Ainsi, l’infirmière peut tenter d’accompagner les proches dans leur cheminement et les amener à prendre conscience de l’importance de vivre une étape à la fois

Comme nous l’avons vu précédemment, les participants ont pour la plupart apprécié d’avoir eu la possibilité de prendre un long moment auprès de leur être cher suite à leur décès. Pour certains participants, c’est davantage les circonstances qui ont fait en sorte qu’ils ont eu la possibilité de passer ce moment auprès de la personne décédée, mais dans d’autres ce sont les professionnels de la santé qui se sont assurés que cela puisse être possible. Ainsi, il serait souhaitable que les infirmières aspirent à offrir ce moment privilégié aux proches. Malgré la présence de contraintes du système de santé, les infirmières seraient appelées à faire preuve d’advocacy pour permettre aux proches de vivre ce moment.

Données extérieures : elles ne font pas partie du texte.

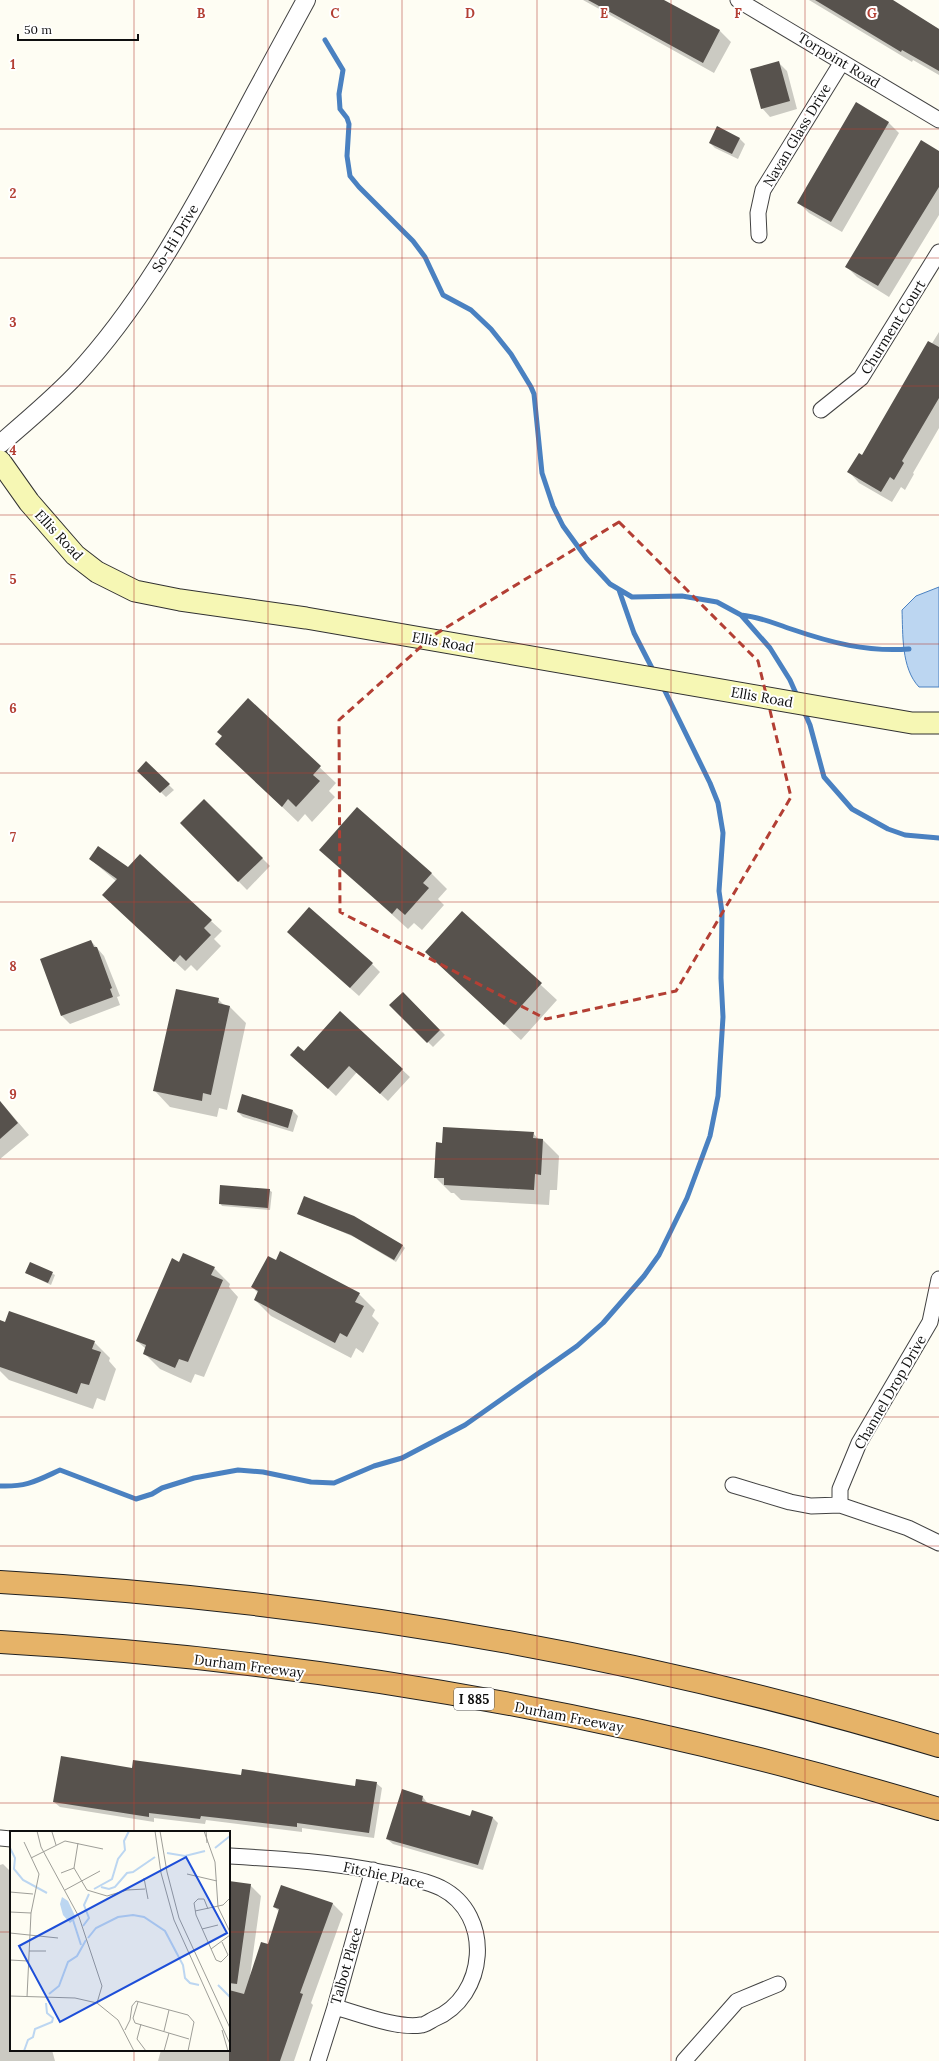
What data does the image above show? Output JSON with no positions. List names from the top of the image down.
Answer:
{
  "streets": {
    "highway": ["Durham Freeway", "I 885"],
    "main road": ["Ellis Road"],
    "street": [
      "Torpoint Road",
      "Navan Glass Drive",
      "So-Hi Drive",
      "Churment Court",
      "Channel Drop Drive",
      "Fitchie Place",
      "Talbot Place"
    ]
  },
  "crossings": [
    ["Torpoint Road", "Navan Glass Drive"],
    ["Fitchie Place", "Talbot Place"]
  ],
  "scale_bar": "50 m",
  "grid": {
    "columns": [
      "B",
      "C",
      "D",
      "E",
      "F",
      "G"
    ],
    "rows": [
      "1",
      "2",
      "3",
      "4",
      "5",
      "6",
      "7",
      "8",
      "9"
    ]
  }
}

Comme indiqué précédemment, à la lumière des données recueillies, l’infirmière favoriserait une expérience de prise de décision substituée plus agréable pour les proches en mettant en place des interventions qui soutiendraient davantage les proches. En somme, tel que l’a souligné Hélène (P1), qui est elle-même infirmière, l’essence même de la profession infirmière est « d’aider, il faut que tu aimes aider le monde ». Malgré les circonstances difficiles à travers lesquelles elles sont souvent contraintes d’exercer, nos résultats indiquent que les infirmières devraient se le rappellent en tout temps.